Ветеран-подводник Филипп Васильевич Константинов, учившийся вместе с Сашей Маринеско в Одесской мореходке, вспоминает о нем с особой теплотой.
"Саша жил на Короленко, и общежитие, где жили многие ребята, ему было не по дороге, но он редкий день не заходил за нами, и мы шли в училище гурьбой. Шли мимо знаменитой одесской лестницы, и нас всегда поражало Саша узнавал любой "шип". В порту для него не было тайн, он без ошибки угадывал, чье судно, каков его тоннаж, откуда идет, куда направляется. О море он знал куда больше нас. Было голодно, и Саша делал все, чтоб мы могли подработать в порту. Чаще всего грузили по ночам. Из-за этого, бывало, опаздывали на утренние занятия, но на это тогда смотрели сквозь пальцы. Когда улучшились условия - подтянули и дисциплину.
Вот вам характерный факт.

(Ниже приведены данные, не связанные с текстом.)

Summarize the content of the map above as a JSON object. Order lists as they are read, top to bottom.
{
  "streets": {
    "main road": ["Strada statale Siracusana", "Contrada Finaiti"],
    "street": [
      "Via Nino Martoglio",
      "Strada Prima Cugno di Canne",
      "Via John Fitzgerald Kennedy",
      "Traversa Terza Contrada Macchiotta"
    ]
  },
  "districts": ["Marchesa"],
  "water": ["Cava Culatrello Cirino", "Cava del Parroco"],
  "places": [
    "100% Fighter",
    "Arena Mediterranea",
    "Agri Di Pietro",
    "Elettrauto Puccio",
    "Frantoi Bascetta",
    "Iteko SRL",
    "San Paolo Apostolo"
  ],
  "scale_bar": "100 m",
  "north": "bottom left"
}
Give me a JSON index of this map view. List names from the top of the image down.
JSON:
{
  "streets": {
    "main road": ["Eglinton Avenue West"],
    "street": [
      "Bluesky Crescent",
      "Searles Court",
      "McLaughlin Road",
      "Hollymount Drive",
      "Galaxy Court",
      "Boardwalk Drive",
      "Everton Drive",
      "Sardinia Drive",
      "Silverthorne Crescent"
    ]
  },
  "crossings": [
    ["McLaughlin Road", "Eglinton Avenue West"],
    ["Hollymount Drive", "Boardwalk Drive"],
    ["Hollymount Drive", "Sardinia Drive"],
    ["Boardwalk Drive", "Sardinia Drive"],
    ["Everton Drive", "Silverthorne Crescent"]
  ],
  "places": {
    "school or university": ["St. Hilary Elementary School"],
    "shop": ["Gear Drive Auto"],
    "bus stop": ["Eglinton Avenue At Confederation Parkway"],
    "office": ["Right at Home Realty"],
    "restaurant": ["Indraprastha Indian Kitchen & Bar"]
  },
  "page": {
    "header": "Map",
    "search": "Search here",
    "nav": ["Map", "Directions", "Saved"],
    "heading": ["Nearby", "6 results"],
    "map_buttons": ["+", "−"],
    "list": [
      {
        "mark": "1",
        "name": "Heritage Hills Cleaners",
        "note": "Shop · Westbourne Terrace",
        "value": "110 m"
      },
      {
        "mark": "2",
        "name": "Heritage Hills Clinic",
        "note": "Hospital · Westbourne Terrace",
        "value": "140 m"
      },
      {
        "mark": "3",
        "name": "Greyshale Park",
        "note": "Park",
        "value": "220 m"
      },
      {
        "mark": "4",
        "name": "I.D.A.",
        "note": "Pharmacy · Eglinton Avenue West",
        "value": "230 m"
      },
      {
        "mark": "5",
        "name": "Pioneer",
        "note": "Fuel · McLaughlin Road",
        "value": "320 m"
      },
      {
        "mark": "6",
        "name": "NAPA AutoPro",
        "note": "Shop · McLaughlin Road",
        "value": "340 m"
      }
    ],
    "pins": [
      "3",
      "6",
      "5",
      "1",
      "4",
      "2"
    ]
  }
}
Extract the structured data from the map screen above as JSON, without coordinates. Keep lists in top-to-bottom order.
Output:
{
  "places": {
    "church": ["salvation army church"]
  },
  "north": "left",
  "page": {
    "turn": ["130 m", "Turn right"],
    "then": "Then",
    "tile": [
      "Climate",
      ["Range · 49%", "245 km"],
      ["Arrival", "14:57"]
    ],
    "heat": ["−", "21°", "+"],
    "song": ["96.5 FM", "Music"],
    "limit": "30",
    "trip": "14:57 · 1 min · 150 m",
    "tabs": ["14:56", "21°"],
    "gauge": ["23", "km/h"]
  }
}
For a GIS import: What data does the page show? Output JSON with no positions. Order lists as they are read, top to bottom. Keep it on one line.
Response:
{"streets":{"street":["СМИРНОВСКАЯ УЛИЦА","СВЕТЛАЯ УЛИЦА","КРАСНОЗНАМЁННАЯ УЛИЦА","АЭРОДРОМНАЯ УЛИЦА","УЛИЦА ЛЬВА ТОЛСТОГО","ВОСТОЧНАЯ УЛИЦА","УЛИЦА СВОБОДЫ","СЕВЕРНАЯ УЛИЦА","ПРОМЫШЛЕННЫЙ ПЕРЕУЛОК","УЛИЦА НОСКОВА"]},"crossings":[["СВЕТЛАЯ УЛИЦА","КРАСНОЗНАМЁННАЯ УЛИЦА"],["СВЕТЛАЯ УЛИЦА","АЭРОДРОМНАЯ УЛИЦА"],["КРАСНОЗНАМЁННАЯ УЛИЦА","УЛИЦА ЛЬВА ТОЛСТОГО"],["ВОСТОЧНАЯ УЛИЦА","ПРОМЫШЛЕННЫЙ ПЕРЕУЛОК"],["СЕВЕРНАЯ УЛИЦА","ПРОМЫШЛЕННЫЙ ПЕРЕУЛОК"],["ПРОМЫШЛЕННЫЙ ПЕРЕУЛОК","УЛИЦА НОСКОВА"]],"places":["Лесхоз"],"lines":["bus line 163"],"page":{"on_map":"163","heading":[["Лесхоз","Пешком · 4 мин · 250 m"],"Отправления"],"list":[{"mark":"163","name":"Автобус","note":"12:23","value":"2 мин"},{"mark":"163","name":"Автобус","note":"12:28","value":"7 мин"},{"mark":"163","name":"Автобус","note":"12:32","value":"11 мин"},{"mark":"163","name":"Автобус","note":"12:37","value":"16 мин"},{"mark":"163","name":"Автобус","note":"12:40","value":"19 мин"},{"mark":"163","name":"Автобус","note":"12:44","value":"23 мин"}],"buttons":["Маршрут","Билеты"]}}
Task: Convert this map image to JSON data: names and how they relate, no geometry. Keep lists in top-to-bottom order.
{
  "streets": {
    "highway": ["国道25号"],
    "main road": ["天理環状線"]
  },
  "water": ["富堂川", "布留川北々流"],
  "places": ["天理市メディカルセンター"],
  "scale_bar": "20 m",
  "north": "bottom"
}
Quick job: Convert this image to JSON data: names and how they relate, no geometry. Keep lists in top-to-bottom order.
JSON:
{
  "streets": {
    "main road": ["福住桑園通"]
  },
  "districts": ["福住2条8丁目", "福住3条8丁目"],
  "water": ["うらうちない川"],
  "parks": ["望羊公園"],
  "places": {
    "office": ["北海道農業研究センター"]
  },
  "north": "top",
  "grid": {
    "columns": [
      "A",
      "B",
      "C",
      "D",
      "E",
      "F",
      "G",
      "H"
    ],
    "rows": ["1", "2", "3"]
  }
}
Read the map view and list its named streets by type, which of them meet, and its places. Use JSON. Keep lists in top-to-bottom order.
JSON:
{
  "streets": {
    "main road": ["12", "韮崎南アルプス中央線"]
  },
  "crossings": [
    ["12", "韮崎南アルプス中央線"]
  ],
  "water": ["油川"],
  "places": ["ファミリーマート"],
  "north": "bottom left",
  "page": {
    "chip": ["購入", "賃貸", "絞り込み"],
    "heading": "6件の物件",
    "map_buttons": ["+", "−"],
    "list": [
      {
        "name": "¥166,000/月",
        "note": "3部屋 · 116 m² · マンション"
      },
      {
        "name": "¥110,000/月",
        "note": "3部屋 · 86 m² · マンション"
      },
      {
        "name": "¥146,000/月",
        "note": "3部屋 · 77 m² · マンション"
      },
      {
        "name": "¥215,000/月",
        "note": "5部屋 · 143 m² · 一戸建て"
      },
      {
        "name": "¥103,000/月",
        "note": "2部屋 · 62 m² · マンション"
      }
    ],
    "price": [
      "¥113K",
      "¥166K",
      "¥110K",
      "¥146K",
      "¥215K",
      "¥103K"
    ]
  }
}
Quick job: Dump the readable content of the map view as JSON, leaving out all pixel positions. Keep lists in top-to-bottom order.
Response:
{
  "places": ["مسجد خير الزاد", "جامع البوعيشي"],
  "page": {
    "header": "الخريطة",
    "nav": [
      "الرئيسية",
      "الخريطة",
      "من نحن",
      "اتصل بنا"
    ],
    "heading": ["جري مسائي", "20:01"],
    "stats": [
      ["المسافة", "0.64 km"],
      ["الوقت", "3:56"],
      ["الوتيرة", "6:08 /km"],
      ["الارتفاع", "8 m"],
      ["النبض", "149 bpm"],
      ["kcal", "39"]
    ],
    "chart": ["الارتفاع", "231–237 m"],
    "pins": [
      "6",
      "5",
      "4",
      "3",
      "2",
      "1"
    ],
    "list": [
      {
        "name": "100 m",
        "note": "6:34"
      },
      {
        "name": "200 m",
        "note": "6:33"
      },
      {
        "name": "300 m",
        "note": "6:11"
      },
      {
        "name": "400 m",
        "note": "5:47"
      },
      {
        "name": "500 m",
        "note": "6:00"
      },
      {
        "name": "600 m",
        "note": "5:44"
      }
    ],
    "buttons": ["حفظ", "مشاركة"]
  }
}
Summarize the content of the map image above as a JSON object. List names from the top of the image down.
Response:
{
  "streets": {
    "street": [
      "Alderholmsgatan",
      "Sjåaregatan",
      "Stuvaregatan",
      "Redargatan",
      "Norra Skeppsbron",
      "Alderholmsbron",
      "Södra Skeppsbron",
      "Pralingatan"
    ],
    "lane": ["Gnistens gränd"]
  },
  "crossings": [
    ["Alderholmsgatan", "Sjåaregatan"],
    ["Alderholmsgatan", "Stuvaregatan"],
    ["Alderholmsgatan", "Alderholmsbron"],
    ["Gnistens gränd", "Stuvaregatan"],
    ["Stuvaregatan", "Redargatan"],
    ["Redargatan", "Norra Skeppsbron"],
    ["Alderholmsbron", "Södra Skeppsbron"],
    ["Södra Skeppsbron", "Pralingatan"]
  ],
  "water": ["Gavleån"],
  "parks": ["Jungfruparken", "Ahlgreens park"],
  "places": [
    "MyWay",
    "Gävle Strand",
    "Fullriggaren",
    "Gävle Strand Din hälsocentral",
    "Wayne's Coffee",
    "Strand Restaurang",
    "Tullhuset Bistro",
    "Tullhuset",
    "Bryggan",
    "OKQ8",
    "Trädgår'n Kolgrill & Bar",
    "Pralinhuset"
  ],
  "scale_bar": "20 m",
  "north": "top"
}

Я не выдержал трудностей того времени, стал пропускать занятия, нарушать дисциплину. Меня отчислили. Я сразу поступил учеником матроса на пароход "Трансбалт" - одежда, питание. Один парень меня соблазнял бросить морскую службу и ехать с ним в Донбасс шахтерить. Саша не только был против, но всячески добивался, чтоб я вернулся в мореходку. Выбрал момент, когда начальник был в отпуску, и вымолил у его заместителя приказ о моем восстановлении. Приказ он, торжествуя, принес на "Трансбалт". Этого поступка, определившего всю мою жизнь, я никогда не забуду".
Пять месяцев плавания - и снова за книгу. Как ни любил курсант Маринеско морскую стихию - возвращение на берег тоже имело свою привлекательную сторону. Теперь он опять жил дома с родителями и сестрой, вновь встретился со старыми друзьями с Короленко, одиннадцать и со своим неразлучным Сашкой Зозулей. Интересы Зозули к тому времени окончательно определились, было уже ясно, что моряком он не станет, его все больше увлекала комсомольская работа. Саша Маринеско, вступивший в комсомол позже своего друга, охотно за ним следует. Морские науки по-прежнему на первом месте, но это не мешает ему с увлечением заниматься общественными делами вне стен училища. За сравнительно короткое время он успел побывать в самых неожиданных ролях: общественного контролера в торговой сети, активиста недавно созданного на Украине "Общества друзей советского фото и кино", участника самодеятельного ансамбля при клубе "Моряк" и даже массовика-затейника. Как это совместить с яростной целеустремленностью, с "фанатической преданностью морю", о которой я столько наслышан от его друзей и сверстников?